Fleming noted that part of the appeal of grass-fed claims is that it's easy for consumers to visualize, as it is typically associated with pleasant imagery of happy cows roaming freely in pastures eating lush grass all day long.

And that scene isn't far off - according to the company, on average, 85% of its cows’ diet is grass and dairy herds spend 90% of their time grazing freely outdoors in the temperate climate of New Zealand.

Permissibly indulgent products to be a focus

While NZMP will continue to cater to customers in the sports nutrition space, an emerging focus moving forward is targeting an everyday, active, but not fitness-obsessed consumer.

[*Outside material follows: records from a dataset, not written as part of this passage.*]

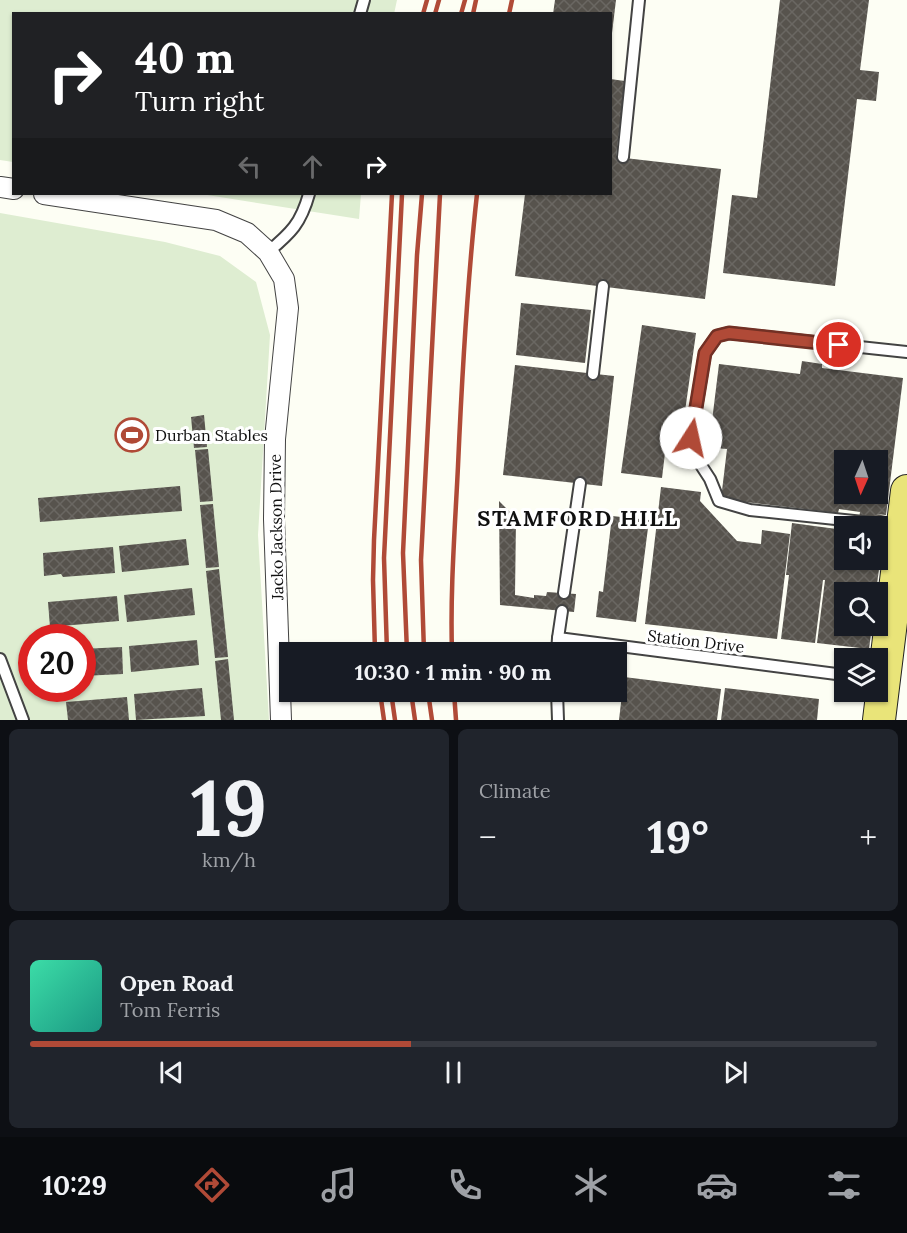 <!DOCTYPE html>
<meta charset="utf-8">
<style>
:root{--surface:#171b24;--page:#20242c;--text:#f1f3f6;--muted:#9ea1a6;--line:#363941;--accent:#b04a37}
body{margin:0;font-family:Lora,serif;background:var(--page);color:var(--text);height:100vh;display:flex;flex-direction:column;font-size:22px;white-space:nowrap}
*{box-sizing:border-box;margin:0}
p{font-size:20px;color:var(--muted)}
.icon{flex:none;width:33px;height:33px;fill:none;stroke:currentColor;stroke-width:2;stroke-linecap:round;stroke-linejoin:round}
.map{position:relative;height:720px;overflow:hidden}
.drawer{display:flex;flex-direction:column;gap:9px;padding:9px;background:#0d0f14;flex:1}
.drawer>*{flex:none}
.hud{position:absolute;left:12px;top:12px;width:600px;height:183px;border-radius:0px;box-shadow:0 2px 4px #0004;background:#202124;color:#fff;overflow:hidden}
.needle{width:39px;rotate:183deg}
.tools{position:absolute;left:834px;top:450px;display:grid;gap:12px}
.tools a{display:grid;place-items:center;width:54px;height:54px;border-radius:0px;background:var(--surface);box-shadow:0 2px 4px #0004;font-size:30px}
.speed{position:absolute;left:18px;top:624px;display:flex;gap:12px;font-size:30px;font-weight:700;text-align:center}
.speed>*{display:grid;place-content:center;width:78px;height:78px;border-radius:50%;background:var(--surface);box-shadow:0 2px 4px #0004;line-height:1}
.speed .limit{border:9px solid #d22;background:#fff;color:#111}
.pin{position:absolute;display:grid;place-items:center;width:51px;height:51px;color:#fff;margin:-26px;border:3px solid #fff;border-radius:50%;box-shadow:0 2px 6px #0007}
.me{position:absolute;width:66px;margin:-33px;rotate:10deg;stroke-linejoin:round;filter:drop-shadow(0 0 4px #0008)}
.turn{display:flex;align-items:center;gap:21px;height:126px;padding:0 24px;font-size:27px}
.turn .icon{width:78px;height:78px;stroke-width:2.5}
.turn b{display:block;font-size:42px;line-height:51px}
.lanes{display:flex;align-items:center;height:57px;padding:0 24px;background:#0003;justify-content:center;gap:30px;direction:ltr}
.lanes .off{opacity:.35}
.big{font-size:45px;font-weight:800;line-height:1.1}
.drawer .widget{flex:1;display:flex;flex-direction:column;justify-content:center;gap:9px;min-width:0;padding:0 21px;border-radius:9px;background:var(--page)}
.drawer .dial{align-items:center;gap:0}
.dial b{font-size:78px;line-height:1}
.song{display:flex;align-items:center;gap:18px}
.cover{width:72px;height:72px;border-radius:9px;background:linear-gradient(135deg,hsl(160 70% 55%),hsl(170 70% 35%))}
.played{height:6px;border-radius:3px;background:linear-gradient(90deg,var(--accent) 45%,var(--line) 45%)}
.keys{display:flex;justify-content:space-around;direction:ltr}
.heat{display:flex;justify-content:space-between;align-items:center;font-size:33px;direction:ltr}
.drawer .tiles{flex:1;display:grid;gap:9px;grid-template-columns:1fr 1fr}
.widget:last-child{grid-column:span 2}
.trip{position:absolute;left:279px;top:642px;width:348px;height:60px;border-radius:0px;background:var(--surface);box-shadow:0 2px 4px #0004;font-weight:800;line-height:60px;text-align:center}
.tabs{display:flex;height:96px;justify-content:space-around;align-items:center;background:#090b0e;color:var(--muted)}
.tabs .icon{width:42px;height:42px}
.tabs .active{color:var(--accent)}
.tabs b{font-size:27px;color:var(--text)}
.map>svg:first-child{display:block}
.pitch{fill:#deedd1;fill-rule:evenodd}
.building{fill:url(#building-cross-hatch);fill-rule:evenodd}
.lines{fill:none;stroke-linecap:round;stroke-linejoin:round}
.lane-casing{stroke:#434343;stroke-width:14}
.street-casing{stroke:#434343;stroke-width:22}
.primary-casing{stroke:#212121;stroke-width:34}
.lane{stroke:#fff;stroke-width:10}
.street{stroke:#fff;stroke-width:20}
.primary{stroke:#e9e479;stroke-width:32}
.rail{stroke:#b04a37;stroke-width:4.5}
.route-casing{stroke:#723024;stroke-width:15}
.route{stroke:#b04a37;stroke-width:10}
.labels{text-anchor:middle;stroke-width:6;stroke-linejoin:round;paint-order:stroke}
.poi-label{font-size:16px;fill:#101010;stroke:#fff;text-anchor:start}
.street-label{font-size:16px;fill:#101010;stroke:#fff}
.district-label{font-size:22px;font-weight:bold;letter-spacing:1.5px;fill:#101010;stroke:#fff}
</style>
<div class="map">
<svg width="907" height="720" viewBox="0 0 907 720">
<defs>
<pattern id="building-cross-hatch" width="8" height="8" patternUnits="userSpaceOnUse" patternTransform="scale(1.5)"><rect width="8" height="8" fill="#57534d"/><path d="M0 0l8 8M0 8l8-8" fill="none" stroke="#6a6762"/></pattern>
</defs>
<rect width="100%" height="100%" fill="#fdfef4"/>
<!-- pitch -->
<g class="pitch">
<polygon points="0,0 397,0 394,14 14,14 13,162 0,160"/>
<polygon points="201,194 361,194 359,219"/>
<path d="M0,213L165,242L220,256L256,282L270,335L258,535L269,720H0ZM32,638H82V688H32Z"/>
</g>
<!-- building -->
<g class="building">
<polygon points="555,0 616,0 612,33 610,14 553,14"/>
<polygon points="780,0 869,0 860,70 879,72 876,101 857,99 835,286 723,273 732,195 757,198"/>
<polygon points="610,79 625,81 616,157 721,169 705,299 515,276 525,194 610,194"/>
<polygon points="521,303 591,310 585,363 516,355"/>
<polygon points="642,325 696,333 679,454 665,453 662,478 621,473"/>
<path d="M802,361L822,364V368L903,378L886,515L876,514L886,516L876,592H844V626H872L869,649L817,643L825,580H823L815,643L781,639L789,575H786L792,523L844,530V560H878V526H858L860,512L839,509L838,513L721,499L727,449L703,447L706,420L712,421L719,364L800,374ZM844,460H878V494H844Z"/>
<polygon points="515,365 614,376 602,486 503,475"/>
<polygon points="204,415 207,447 194,448 191,417"/>
<polygon points="208,449 213,501 200,502 195,450"/>
<polygon points="180,486 182,511 40,522 38,498"/>
<polygon points="661,487 701,492 700,501 737,541 761,544 762,530 790,534 777,639 645,624"/>
<polygon points="499,501 516,518 515,595 534,598 534,595 546,596 547,592 576,594 574,612 500,605"/>
<polygon points="213,504 219,567 206,568 200,505"/>
<polygon points="612,516 649,520 636,622 596,617 599,591 603,592"/>
<polygon points="186,539 189,565 122,572 119,546"/>
<polygon points="113,547 115,573 63,577 61,574 44,576 43,553"/>
<polygon points="219,569 228,657 215,658 206,571"/>
<polygon points="192,588 195,615 127,622 124,595"/>
<polygon points="117,596 119,621 50,627 48,602"/>
<polygon points="197,640 199,665 131,672 129,646"/>
<polygon points="122,647 123,674 82,676 82,649"/>
<polygon points="228,659 234,720 221,720 215,661"/>
<polygon points="624,677 721,689 717,720 619,720"/>
<polygon points="202,688 205,716 136,720 134,694"/>
<polygon points="725,688 819,699 817,720 721,720"/>
<polygon points="127,697 129,720 68,720 66,702"/>
</g>
<g class="lines">
<!-- lane casing -->
<g class="lane-casing">
<g id="lane">
<polyline points="360,14 364,0"/>
<polyline points="623,157 639,0"/>
<path d="M268,252C291,233 301,223 309,194"/>
<polyline points="593,374 603,286"/>
<polyline points="901,526 750,510 719,501 710,479 695,456 691,439 705,353 717,336 729,333 907,352"/>
<polyline points="564,593 580,483"/>
<polyline points="558,638 562,611"/>
<polyline points="557,652 558,638 844,675"/>
<polyline points="0,659 23,720"/>
<polyline points="557,692 558,720"/>
</g>
</g>
<!-- street casing -->
<g class="street-casing">
<g id="street">
<polyline points="0,187 14,189"/>
<polyline points="44,194 216,220 247,233 268,252 284,279 288,308 275,439 274,519 281,720"/>
</g>
</g>
<!-- primary casing -->
<g class="primary-casing">
<polyline id="primary" points="879,720 907,491"/>
</g>
<!-- lane -->
<use href="#lane" class="lane"/>
<!-- street -->
<use href="#street" class="street"/>
<!-- primary -->
<use href="#primary" class="primary"/>
<!-- rail -->
<g class="rail">
<polyline points="423,14 427,0"/>
<polyline points="435,14 439,0"/>
<polyline points="461,14 465,0"/>
<polyline points="473,14 476,0"/>
<polyline points="509,14 512,0"/>
<polyline points="375,652 373,580 374,540 392,194"/>
<polyline points="387,652 384,558 402,194"/>
<polyline points="407,652 403,553 417,255 422,194"/>
<polyline points="424,652 421,560 440,194"/>
<path d="M452,652C450,591 455,528 458,466C462,375 467,284 477,194"/>
<polyline points="380,692 384,720"/>
<polyline points="391,692 395,720"/>
<polyline points="411,692 415,720"/>
<polyline points="428,692 432,720"/>
<polyline points="454,692 456,720"/>
</g>
</g>
<g class="lines">
<!-- route casing -->
<g class="route-casing">
<polyline id="route" points="691,438 705,353 717,336 729,333 839,345"/>
</g>
<!-- route -->
<use href="#route" class="route"/>
</g>
<!-- icons -->
<defs>
<g id="stadium-ring" transform="scale(1.725)"><circle r="9.5" fill="#fff" stroke="#b04a37" stroke-width="1.5"/><path d="M0-5a6.5 5 0 1 0 0 10a6.5 5 0 1 0 0-10ZM-3.5-1.8h7v3.6h-7Z" fill="#b04a37"/></g>
</defs>
<g fill-rule="evenodd">
<use href="#stadium-ring" x="132" y="435"/>
</g>
<g class="labels">
<!-- poi labels -->
<g class="poi-label">
<text x="155" y="441">Durban Stables</text>
</g>
<!-- street labels -->
<g class="street-label">
<text transform="translate(276 527) rotate(-91)" y="6">Jacko Jackson Drive</text>
<text transform="translate(696 641) rotate(7)" y="6">Station Drive</text>
</g>
<!-- district labels -->
<g class="district-label">
<text x="578" y="526">STAMFORD HILL</text>
</g>
</g>
</svg>
<div class="tools">
<a><svg class="needle" viewBox="-14 -14 28 28"><path d="M0-13l5 13h-10z" fill="#e53935"/><path d="M0 13l5-13h-10z" fill="#9ea1a6"/></svg></a>
<a><svg class="icon" aria-label="sound" viewBox="0 0 24 24"><path d="M4 9h4l5-4v14l-5-4H4zM17 9q2 3 0 6"/></svg></a>
<a><svg class="icon" aria-label="search" viewBox="0 0 24 24"><circle cx="10" cy="10" r="6"/><path d="M15 15l6 6"/></svg></a>
<a><svg class="icon" aria-label="layers" viewBox="0 0 24 24"><path d="M12 4l9 5-9 5-9-5zM3 14l9 5 9-5"/></svg></a>
</div>
<div class="speed"><div class="limit">20</div></div>
<div class="pin" style="left:839px;top:345px;background:#d93025"><svg class="icon" aria-label="arrive" viewBox="0 0 24 24"><path d="M6 21V4h12l-3 4 3 4H6"/></svg></div>
<svg class="me" style="left:691px;top:438px" viewBox="-20 -20 40 40"><circle r="19" fill="#fff"/><path d="M0-13L10 11 0 6-10 11z" fill="#b04a37"/></svg>
<div class="trip">10:30 · 1 min · 90 m</div>
<div class="hud">
<div class="turn"><svg class="icon" aria-label="right" viewBox="0 0 24 24"><path d="M7 20v-9h11M14 6l5 5-5 5"/></svg><div><b>40 m</b>Turn right</div></div>
<div class="lanes"><svg class="icon off" aria-label="left" viewBox="0 0 24 24"><path d="M17 20v-9H6M10 6l-5 5 5 5"/></svg><svg class="icon off" aria-label="ahead" viewBox="0 0 24 24"><path d="M12 20V5M6 11l6-6 6 6"/></svg><svg class="icon" aria-label="right" viewBox="0 0 24 24"><path d="M7 20v-9h11M14 6l5 5-5 5"/></svg></div>
</div>
</div>
<section class="drawer">
<div class="tiles">
<div class="widget dial"><b>19</b><p>km/h</p></div>
<div class="widget"><p>Climate</p>
<div class="heat"><a>−</a><b class="big">19°</b><a>+</a></div>
</div>
<div class="widget">
<div class="song"><i class="cover"></i><div><b>Open Road</b><p>Tom Ferris</p></div></div>
<div class="played"></div>
<div class="keys"><svg class="icon" aria-label="previous" viewBox="0 0 24 24"><path d="M18 5L8 12l10 7zM5 5v14"/></svg><svg class="icon" aria-label="pause" viewBox="0 0 24 24"><path d="M8 5v14M16 5v14"/></svg><svg class="icon" aria-label="next" viewBox="0 0 24 24"><path d="M6 5l10 7-10 7zM19 5v14"/></svg></div>
</div>
</div>
</section>
<nav class="tabs">
<b>10:29</b>
<svg class="icon active" aria-label="directions" viewBox="0 0 24 24"><path d="M12 3l9 9-9 9-9-9zM9 14v-3h6M13 9l2 2-2 2"/></svg>
<svg class="icon" aria-label="music" viewBox="0 0 24 24"><path d="M9 18V5l10-2v13"/><circle cx="6" cy="18" r="3"/><circle cx="16" cy="16" r="3"/></svg>
<svg class="icon" aria-label="phone" viewBox="0 0 24 24"><path d="M5 4h4l2 5-3 2q2 4 5 5l2-3 5 2v4C11 20 4 13 5 4z"/></svg>
<svg class="icon" aria-label="climate" viewBox="0 0 24 24"><path d="M12 3v18M4 7l16 10M4 17L20 7"/></svg>
<svg class="icon" aria-label="car" viewBox="0 0 24 24"><path d="M5 17H2v-5l4-1 3-4h7l3 4 3 1v5h-3M9 17h6M6 11h13"/><circle cx="7" cy="17" r="2"/><circle cx="17" cy="17" r="2"/></svg>
<svg class="icon" aria-label="filters" viewBox="0 0 24 24"><path d="M4 7h16M4 17h16"/><circle cx="9" cy="7" r="2"/><circle cx="15" cy="17" r="2"/></svg>
</nav>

“The challenge as you move into mainstream foods is the taste and texture has to be outstanding because everyday consumers are less tolerant of things not tasting that good, compared to a guy or girl that goes to the gym and wants a boost a protein –  they don’t necessarily care that much about what it tastes like,”​ Fleming said.

And not every product has to be a protein powerhouse, added Fleming, who said that adding moderate amounts of protein to a product is another market opportunity for the ingredients company.

NZMP’s major whey protein brand SureProtein comes in 120 different varieties formulated to fit a number of different products.

Part of the SureProtein portfolio is its Fast MPC 4868 protein ingredient that offers rapidly digestible milk proteins that the company claims provides muscles with a higher level of amino acids within the first two hours of consumption compared to standard milk offerings.  

​[Fast MPC 4868] provides a new science story from which to engage consumers in the sports and healthy lifestyle segment, through taking milk protein concentrate from a ‘slow’ protein to a ‘fast’ protein,”​ NZMP stated.

Of particular interest to NZMP is adding some protein functionality to traditionally indulgent categories such as frozen dessert, confectionery, and baked goods.

“What we’re targeting is permissible indulgence,”​ Fleming said.

This trend of permissible indulgence that has been highlighted by market research firm Mintel and is partly the reason behind low-calorie, high protein ice cream brand Halo Top’s soaring success​ beating out traditional ice cream products.

At the show, NZMP developed a number of prototypes including a high protein ice cream, chocolate milk, and chocolate bar, all formulated to have an indistinguishable sensory profile compared to their conventional counterparts.

Another hurdle when incorporating high amounts of protein into a product is minimizing high-viscosity and grainy textures.

“Through some intellectual property we’ve been able to essentially functionalize that particular protein to perform well in a beverage, an ice cream, or a pudding, or a chocolate,”​ Fleming said.

“We’ve delivered on those taste and texture needs.”